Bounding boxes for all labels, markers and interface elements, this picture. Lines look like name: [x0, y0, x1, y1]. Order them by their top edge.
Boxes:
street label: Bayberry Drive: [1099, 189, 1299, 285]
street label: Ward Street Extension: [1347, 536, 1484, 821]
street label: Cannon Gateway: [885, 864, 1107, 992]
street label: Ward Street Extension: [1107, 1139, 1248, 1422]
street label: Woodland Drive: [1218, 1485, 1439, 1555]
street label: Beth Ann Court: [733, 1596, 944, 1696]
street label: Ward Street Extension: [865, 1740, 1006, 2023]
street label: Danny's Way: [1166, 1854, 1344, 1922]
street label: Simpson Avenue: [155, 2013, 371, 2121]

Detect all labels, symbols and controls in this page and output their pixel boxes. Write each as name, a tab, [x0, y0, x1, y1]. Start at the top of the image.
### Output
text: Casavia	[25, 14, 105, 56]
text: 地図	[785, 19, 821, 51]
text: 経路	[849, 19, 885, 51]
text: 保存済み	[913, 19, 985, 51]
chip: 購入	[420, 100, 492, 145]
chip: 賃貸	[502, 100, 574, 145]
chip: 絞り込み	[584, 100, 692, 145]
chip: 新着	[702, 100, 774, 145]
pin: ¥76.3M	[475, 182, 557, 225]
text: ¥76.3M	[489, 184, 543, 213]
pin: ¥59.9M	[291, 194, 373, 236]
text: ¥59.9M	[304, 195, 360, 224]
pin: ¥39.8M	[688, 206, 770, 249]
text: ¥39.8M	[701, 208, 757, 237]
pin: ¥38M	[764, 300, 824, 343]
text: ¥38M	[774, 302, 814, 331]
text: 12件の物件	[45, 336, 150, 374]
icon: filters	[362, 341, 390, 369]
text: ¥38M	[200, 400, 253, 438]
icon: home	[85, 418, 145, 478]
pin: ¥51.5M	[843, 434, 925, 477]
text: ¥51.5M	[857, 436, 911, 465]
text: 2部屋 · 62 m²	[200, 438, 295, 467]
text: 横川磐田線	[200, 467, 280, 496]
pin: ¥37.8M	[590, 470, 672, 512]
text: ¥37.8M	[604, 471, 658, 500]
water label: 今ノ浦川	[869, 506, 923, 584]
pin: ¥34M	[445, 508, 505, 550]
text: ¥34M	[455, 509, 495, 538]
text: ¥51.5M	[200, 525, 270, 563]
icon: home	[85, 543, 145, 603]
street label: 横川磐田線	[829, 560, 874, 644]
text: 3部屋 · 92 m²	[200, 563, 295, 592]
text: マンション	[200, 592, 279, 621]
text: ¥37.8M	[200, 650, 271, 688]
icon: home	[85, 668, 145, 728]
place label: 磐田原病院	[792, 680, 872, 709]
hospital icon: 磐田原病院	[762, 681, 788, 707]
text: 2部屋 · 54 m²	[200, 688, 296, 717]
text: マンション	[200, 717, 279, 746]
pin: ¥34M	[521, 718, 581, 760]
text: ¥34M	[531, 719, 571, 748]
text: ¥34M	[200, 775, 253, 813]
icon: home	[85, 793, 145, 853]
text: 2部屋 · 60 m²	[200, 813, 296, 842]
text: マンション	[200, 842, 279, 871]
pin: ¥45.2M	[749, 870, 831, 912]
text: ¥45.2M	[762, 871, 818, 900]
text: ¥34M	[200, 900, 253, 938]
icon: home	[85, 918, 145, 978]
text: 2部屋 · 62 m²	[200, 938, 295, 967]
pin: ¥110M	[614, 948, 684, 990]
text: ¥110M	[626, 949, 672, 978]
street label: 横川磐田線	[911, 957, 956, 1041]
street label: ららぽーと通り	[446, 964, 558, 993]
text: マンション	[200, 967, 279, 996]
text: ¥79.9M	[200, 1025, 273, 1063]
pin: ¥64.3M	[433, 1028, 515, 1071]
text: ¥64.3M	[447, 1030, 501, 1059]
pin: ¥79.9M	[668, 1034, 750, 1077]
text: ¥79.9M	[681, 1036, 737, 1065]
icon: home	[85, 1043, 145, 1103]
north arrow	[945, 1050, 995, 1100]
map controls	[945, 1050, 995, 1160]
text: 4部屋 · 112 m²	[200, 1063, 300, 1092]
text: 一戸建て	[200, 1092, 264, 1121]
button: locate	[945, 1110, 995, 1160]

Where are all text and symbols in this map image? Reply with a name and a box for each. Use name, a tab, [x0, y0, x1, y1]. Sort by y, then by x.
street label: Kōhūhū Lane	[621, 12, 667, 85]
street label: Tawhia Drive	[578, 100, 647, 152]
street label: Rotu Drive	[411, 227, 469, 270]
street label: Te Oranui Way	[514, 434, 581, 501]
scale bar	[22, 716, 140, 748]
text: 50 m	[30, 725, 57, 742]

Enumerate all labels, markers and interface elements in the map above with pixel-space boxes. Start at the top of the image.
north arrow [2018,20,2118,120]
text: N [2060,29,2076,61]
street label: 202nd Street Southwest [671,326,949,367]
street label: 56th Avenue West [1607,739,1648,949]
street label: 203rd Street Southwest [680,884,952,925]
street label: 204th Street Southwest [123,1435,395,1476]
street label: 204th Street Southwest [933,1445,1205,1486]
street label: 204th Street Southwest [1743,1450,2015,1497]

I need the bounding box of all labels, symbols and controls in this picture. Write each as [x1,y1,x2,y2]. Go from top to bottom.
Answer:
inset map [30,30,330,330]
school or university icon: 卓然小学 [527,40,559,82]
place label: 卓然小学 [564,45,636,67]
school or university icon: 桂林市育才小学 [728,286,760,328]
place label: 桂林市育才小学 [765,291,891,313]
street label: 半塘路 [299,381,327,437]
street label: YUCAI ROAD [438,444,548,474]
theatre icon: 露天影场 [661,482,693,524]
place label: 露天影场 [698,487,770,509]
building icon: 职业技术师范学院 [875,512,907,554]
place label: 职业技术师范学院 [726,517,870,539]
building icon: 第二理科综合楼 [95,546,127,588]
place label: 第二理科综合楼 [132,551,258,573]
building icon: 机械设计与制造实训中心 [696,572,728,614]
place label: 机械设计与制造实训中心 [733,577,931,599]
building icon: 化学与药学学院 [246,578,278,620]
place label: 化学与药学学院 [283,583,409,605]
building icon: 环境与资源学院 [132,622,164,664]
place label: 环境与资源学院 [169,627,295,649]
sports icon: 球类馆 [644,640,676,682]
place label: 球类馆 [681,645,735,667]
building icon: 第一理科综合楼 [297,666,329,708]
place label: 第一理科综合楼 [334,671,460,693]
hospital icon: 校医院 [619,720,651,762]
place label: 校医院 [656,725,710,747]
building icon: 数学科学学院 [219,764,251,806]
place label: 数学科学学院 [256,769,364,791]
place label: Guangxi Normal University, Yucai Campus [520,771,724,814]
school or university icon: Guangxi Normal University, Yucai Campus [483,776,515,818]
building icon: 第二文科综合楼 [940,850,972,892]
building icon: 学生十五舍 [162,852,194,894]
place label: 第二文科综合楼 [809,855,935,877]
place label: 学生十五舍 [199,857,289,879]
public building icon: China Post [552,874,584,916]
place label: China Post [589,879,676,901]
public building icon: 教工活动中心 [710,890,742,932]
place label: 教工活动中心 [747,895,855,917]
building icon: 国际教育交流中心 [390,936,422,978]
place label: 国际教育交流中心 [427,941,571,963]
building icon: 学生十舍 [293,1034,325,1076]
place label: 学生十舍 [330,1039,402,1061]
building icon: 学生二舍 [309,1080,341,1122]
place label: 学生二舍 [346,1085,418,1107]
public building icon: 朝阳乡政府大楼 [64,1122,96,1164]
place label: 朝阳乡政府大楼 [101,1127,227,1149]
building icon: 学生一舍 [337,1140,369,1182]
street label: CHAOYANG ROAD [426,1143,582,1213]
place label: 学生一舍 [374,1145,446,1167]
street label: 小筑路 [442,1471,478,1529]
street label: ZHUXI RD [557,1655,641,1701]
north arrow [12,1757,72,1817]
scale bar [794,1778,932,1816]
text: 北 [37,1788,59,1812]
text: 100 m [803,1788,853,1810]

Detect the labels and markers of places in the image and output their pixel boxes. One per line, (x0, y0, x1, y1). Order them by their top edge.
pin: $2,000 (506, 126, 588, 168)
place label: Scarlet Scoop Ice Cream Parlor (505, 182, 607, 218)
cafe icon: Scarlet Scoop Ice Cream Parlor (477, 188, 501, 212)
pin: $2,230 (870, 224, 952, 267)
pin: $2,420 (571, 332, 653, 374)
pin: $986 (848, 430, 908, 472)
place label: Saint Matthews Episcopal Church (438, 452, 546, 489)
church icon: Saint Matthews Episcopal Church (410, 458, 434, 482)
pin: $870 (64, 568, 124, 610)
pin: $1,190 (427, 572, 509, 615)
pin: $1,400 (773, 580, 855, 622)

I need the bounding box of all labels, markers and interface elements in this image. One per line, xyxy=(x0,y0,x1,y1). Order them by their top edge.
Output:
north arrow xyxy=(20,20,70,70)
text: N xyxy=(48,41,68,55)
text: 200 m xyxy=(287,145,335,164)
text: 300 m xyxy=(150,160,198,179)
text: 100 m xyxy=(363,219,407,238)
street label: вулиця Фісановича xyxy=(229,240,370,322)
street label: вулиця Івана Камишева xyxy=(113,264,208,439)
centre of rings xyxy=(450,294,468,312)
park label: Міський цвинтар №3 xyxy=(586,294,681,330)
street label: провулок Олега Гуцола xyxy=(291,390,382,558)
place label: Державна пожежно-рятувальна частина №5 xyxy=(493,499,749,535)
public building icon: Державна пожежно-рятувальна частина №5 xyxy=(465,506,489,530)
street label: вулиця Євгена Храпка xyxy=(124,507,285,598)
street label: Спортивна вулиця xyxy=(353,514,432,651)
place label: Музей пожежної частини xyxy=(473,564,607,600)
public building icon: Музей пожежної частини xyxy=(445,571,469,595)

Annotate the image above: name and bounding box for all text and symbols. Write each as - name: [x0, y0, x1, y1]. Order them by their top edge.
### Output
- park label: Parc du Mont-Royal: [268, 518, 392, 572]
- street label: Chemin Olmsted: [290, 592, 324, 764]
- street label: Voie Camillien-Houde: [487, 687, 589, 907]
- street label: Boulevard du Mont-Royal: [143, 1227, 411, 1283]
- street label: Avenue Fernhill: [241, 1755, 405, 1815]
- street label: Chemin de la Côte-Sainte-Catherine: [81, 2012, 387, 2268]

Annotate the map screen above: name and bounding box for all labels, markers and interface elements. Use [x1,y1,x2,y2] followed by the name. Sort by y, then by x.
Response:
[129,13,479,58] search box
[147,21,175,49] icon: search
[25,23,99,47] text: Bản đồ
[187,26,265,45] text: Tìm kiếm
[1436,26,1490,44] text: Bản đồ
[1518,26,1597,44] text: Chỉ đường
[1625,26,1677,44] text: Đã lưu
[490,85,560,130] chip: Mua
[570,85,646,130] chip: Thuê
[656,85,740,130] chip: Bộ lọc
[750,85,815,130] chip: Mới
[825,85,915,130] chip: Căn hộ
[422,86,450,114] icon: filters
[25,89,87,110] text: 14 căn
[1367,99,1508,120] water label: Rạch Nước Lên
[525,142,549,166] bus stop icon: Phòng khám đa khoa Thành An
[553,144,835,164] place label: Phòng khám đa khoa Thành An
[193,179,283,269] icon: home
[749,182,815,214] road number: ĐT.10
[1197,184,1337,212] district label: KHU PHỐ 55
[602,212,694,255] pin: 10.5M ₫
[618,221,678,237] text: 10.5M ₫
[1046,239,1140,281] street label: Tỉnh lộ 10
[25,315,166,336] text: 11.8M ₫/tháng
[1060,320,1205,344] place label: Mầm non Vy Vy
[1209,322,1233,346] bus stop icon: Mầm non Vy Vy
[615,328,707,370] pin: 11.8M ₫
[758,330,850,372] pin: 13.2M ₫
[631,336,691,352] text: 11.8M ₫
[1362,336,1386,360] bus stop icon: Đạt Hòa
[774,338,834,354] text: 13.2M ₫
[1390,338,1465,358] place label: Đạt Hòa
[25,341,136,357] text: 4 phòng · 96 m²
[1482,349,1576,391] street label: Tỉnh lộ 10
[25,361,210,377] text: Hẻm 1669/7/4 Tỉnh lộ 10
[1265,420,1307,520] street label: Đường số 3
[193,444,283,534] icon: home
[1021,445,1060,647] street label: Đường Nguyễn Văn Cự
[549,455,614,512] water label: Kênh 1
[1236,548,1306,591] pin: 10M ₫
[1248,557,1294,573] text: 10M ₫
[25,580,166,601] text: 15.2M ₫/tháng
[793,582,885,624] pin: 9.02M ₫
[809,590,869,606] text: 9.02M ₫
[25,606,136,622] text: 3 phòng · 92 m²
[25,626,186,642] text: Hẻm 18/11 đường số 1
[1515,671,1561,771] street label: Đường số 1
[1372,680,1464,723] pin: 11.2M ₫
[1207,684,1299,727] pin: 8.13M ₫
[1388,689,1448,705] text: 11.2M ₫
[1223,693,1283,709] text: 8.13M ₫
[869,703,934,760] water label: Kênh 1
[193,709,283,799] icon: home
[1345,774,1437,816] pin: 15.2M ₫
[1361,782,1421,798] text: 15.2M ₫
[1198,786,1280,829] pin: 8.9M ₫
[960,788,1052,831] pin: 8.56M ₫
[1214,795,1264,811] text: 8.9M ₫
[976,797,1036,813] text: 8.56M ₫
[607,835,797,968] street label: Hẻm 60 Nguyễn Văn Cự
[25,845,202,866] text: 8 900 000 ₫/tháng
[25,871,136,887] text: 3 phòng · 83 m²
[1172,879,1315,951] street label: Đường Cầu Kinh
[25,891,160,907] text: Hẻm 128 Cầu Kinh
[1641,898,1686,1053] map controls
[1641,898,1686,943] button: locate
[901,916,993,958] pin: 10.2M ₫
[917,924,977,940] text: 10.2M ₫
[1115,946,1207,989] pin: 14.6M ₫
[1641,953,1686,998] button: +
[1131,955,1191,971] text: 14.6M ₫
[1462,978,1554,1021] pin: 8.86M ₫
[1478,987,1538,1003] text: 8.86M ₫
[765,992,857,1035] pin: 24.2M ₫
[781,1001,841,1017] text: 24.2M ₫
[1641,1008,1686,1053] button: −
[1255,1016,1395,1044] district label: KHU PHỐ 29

WORK TO BE COMPLETED: Establish how many lines of the entries hold the word "Музей", giving nothing but the number.

ANSWER BOX: 2